Это было неизбежно. Полицейский запрет, трактующий гений Мицкевича как несуществовавший, усиленно пытавшийся уничтожить самую память о жизни и подвигах Костюшко, лишь увеличил любопытство, энергию исследования и силу любви. «Запрещенные» вещи читались с удвоенным прилежанием, их изучали страстно и с энтузиазмом, чего, быть может, и не было бы, если бы эти сочинения были легальны, как сочинения Пушкина и Гоголя. В шкафчике, выставленном семьей Плоневичей в комнату Радека, стояли потрепанные, отданные на съедение крысам сочинения Мицкевича и Словацкого, «История ноябрьского восстания» М. Мохнацкого,[54] множество мемуаров о 1831 и 1863 годах, политические брошюры, издания писателей Зыгмунтовского периода,[55] переводы «Божественной комедии», драм Шекспира, романов Виктора Гюго, Бальзака и т. д., наконец довольно много и произведений «местной» литературы.

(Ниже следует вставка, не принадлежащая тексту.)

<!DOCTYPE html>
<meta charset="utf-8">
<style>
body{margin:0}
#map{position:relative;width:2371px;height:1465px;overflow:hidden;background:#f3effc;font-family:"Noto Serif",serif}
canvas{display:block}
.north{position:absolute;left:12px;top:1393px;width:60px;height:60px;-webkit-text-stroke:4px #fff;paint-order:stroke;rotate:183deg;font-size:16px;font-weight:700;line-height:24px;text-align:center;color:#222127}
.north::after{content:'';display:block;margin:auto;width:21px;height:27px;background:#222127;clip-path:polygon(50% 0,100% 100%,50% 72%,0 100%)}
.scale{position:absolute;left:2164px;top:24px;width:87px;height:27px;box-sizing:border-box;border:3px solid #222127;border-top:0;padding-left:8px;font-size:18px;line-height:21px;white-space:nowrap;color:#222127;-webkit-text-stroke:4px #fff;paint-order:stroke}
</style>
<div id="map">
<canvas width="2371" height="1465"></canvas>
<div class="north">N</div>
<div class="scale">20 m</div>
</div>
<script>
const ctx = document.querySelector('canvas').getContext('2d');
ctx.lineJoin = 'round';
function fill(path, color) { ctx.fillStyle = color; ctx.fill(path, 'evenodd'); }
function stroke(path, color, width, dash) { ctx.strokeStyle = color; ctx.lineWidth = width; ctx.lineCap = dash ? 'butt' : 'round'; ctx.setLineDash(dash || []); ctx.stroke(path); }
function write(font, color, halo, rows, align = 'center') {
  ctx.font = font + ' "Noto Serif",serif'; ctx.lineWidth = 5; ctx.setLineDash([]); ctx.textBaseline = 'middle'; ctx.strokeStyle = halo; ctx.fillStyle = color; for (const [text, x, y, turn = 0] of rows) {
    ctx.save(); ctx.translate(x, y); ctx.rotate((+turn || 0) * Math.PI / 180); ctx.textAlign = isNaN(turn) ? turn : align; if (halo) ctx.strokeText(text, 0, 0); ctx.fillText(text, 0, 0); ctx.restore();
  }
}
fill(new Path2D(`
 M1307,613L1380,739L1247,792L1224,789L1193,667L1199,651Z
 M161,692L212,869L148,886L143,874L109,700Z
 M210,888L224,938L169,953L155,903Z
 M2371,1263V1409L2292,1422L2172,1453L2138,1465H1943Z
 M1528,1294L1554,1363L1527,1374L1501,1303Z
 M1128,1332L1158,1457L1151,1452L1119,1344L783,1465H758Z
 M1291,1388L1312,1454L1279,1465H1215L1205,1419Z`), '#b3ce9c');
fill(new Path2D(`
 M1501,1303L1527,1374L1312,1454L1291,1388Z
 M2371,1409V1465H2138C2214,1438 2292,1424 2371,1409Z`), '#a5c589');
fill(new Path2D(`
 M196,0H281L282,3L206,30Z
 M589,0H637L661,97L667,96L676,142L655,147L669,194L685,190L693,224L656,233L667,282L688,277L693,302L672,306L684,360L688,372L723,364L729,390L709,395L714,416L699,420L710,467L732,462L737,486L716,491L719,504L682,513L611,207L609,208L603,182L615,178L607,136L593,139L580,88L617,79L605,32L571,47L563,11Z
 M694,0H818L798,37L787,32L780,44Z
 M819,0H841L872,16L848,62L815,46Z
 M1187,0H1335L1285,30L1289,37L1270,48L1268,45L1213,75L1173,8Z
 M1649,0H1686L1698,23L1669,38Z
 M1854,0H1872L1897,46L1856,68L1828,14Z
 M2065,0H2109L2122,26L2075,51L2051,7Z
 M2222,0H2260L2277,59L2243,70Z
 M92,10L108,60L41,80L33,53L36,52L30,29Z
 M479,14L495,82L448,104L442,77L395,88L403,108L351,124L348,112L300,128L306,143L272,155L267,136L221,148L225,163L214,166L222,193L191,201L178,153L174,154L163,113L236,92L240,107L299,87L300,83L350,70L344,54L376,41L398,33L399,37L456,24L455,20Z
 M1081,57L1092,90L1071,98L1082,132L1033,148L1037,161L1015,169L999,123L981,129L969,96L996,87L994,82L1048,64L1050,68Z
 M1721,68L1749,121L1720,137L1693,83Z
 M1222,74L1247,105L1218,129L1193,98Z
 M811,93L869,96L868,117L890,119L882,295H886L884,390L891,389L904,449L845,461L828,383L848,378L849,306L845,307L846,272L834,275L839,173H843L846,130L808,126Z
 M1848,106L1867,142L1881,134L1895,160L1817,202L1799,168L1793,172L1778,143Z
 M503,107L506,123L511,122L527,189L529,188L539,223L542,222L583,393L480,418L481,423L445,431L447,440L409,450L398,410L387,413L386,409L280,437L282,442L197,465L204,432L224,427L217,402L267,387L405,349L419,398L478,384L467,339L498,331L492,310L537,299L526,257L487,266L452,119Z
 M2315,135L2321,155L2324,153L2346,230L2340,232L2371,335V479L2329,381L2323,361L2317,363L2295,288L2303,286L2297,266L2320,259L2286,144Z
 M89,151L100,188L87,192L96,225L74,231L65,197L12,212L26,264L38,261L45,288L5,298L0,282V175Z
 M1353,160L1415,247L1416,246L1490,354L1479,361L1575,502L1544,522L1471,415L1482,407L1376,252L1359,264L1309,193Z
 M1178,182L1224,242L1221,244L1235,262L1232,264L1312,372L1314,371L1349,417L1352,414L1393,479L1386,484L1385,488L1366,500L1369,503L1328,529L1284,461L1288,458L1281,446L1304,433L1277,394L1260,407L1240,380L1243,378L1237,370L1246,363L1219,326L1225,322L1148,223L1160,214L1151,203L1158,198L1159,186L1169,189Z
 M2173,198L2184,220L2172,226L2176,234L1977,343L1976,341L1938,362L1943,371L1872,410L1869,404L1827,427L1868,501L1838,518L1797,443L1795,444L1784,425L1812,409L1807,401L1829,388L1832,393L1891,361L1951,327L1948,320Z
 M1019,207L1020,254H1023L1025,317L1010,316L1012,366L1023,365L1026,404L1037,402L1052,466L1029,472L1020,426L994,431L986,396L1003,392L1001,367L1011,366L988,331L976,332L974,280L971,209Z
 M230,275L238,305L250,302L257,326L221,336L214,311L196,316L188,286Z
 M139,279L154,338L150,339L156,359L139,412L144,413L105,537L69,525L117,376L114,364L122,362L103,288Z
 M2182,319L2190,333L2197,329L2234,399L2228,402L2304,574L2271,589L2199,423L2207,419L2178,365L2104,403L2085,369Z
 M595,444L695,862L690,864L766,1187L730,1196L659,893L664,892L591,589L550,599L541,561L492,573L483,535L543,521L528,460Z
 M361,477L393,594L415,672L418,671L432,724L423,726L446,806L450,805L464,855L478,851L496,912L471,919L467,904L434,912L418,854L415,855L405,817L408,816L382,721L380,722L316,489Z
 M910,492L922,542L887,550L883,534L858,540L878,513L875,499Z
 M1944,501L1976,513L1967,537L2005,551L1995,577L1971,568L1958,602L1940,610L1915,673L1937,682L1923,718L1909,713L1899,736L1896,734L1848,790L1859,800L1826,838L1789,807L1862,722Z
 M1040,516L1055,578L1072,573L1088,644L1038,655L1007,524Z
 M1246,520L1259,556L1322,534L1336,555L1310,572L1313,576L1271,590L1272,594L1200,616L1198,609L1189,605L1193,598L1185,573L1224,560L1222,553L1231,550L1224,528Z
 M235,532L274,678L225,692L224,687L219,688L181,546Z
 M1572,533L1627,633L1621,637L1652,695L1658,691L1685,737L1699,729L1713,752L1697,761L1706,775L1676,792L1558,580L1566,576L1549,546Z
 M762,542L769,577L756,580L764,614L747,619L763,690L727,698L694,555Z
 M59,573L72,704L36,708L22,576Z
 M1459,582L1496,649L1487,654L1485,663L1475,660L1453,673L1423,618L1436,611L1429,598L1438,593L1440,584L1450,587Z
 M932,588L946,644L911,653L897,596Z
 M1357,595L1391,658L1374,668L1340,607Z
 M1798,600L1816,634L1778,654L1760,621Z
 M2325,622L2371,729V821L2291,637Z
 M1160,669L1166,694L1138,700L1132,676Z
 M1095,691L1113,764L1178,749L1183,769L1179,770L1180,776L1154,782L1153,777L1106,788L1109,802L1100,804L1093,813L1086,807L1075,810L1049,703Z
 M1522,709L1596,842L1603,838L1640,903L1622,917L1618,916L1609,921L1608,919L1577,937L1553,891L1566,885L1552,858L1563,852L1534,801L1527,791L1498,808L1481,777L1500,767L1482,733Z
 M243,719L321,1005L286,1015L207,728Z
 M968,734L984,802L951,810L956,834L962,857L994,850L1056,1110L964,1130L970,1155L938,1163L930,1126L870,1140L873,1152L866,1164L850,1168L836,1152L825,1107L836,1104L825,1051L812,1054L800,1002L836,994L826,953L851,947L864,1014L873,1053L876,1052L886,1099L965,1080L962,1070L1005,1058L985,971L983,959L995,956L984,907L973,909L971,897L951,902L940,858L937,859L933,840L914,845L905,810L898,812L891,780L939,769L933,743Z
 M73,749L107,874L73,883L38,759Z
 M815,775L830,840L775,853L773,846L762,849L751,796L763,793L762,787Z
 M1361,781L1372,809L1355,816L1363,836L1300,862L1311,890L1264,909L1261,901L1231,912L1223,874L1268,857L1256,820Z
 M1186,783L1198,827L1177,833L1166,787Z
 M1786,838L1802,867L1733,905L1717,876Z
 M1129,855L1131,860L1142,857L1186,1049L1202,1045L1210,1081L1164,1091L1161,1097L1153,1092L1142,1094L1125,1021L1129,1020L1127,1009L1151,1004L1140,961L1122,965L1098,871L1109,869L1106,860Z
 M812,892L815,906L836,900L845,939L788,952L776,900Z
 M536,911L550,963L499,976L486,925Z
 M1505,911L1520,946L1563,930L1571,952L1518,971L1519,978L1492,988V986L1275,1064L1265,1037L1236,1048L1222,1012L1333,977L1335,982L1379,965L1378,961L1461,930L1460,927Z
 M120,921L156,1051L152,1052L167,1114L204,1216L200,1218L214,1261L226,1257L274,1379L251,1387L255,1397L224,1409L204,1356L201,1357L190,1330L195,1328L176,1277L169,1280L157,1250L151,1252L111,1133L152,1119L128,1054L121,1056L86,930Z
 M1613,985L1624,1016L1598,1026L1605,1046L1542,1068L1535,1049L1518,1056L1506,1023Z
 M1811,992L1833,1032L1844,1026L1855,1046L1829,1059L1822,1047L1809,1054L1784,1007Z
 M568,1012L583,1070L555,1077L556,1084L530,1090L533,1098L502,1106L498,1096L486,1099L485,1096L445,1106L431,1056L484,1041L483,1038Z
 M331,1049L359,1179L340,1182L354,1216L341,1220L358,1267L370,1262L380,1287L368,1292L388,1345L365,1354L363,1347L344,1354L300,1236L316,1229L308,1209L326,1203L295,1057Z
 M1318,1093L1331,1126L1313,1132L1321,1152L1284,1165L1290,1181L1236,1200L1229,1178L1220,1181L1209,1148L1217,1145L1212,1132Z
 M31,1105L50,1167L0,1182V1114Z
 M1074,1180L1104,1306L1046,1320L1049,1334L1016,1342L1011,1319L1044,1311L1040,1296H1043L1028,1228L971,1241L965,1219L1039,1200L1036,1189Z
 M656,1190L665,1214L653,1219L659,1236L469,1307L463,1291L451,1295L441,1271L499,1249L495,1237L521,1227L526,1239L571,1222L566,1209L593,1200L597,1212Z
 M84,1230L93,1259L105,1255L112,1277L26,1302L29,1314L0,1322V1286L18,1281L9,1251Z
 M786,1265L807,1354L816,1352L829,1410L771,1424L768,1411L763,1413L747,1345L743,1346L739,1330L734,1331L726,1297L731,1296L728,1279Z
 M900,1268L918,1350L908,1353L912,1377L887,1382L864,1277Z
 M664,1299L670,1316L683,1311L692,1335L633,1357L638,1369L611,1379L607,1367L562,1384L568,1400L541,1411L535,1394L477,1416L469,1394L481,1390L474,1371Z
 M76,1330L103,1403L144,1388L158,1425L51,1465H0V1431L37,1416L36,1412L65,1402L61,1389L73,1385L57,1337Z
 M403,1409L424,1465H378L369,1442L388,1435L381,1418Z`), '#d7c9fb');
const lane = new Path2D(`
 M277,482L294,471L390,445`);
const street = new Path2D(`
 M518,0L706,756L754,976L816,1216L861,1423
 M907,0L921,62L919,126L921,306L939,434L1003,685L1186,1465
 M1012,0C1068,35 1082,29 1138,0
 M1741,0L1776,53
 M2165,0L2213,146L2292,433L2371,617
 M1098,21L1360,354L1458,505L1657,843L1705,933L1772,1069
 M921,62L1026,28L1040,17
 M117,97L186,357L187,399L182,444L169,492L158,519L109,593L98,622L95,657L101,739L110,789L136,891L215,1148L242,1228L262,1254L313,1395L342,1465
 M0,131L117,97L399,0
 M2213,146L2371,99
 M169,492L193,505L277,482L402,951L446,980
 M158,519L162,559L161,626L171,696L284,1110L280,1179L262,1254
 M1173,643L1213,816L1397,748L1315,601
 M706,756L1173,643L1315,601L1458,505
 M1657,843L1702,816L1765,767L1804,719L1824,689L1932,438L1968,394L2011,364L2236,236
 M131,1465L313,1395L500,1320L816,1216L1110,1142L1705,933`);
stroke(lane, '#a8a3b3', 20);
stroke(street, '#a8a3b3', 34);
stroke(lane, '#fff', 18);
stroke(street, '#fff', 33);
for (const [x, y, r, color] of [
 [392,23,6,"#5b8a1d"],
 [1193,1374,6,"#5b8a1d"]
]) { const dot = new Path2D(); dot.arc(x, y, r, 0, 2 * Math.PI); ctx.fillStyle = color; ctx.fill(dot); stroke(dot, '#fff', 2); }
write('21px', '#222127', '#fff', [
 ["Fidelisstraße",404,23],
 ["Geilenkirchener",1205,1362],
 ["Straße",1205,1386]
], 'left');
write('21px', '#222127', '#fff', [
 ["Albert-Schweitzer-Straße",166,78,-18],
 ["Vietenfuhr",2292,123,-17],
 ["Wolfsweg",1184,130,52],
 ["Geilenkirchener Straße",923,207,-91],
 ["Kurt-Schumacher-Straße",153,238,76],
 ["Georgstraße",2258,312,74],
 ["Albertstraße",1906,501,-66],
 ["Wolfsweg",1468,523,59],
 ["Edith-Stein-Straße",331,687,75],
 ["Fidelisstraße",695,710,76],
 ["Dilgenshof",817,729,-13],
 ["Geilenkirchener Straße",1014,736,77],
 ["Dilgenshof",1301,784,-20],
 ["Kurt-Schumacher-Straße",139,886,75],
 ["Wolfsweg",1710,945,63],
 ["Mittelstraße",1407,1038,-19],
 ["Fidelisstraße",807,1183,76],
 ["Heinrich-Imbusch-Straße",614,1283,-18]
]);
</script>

Сперва Радек за время своего трехлетнего одиночества проглотил все это сам, а когда познакомился с Зыгером и восьмиклассниками, стал носить том за томом на собрания. Каждая принесенная им книга была новостью, на которую набрасывались с таким же жадным любопытством, с каким бросаются в наше время на свежие газетные сообщения о последних событиях в политическом мире. Итак, что же говорит Данте в этом своем «Аду»? Что изображает Шекспир в «Короле Лире»? Что за штука такая «Фауст»? В разговорах сопоставляли прочитанные книги и производили сравнения произведений, иной раз довольно забавно. Зачастую непосредственно от «Освобожденного Иерусалима» переходили к Евгению Сю или какой-нибудь великобританской писательнице, фамилии которой переводчик даже не приводил в заголовке, как бы для того, чтобы спасти почтенную леди от компрометации перед публикой «Привислинского края», и затем с пламенным увлечением обсуждали выведенные персонажи, характеры и ситуации. С созданиями человеческой мысли шайка этих молокососов обращалась бесцеремонно и требовательно, разбирала их иной раз без тонкости, но зато почти всегда с таким восторженным увлечением, какое никогда в жизни уже не повторяется.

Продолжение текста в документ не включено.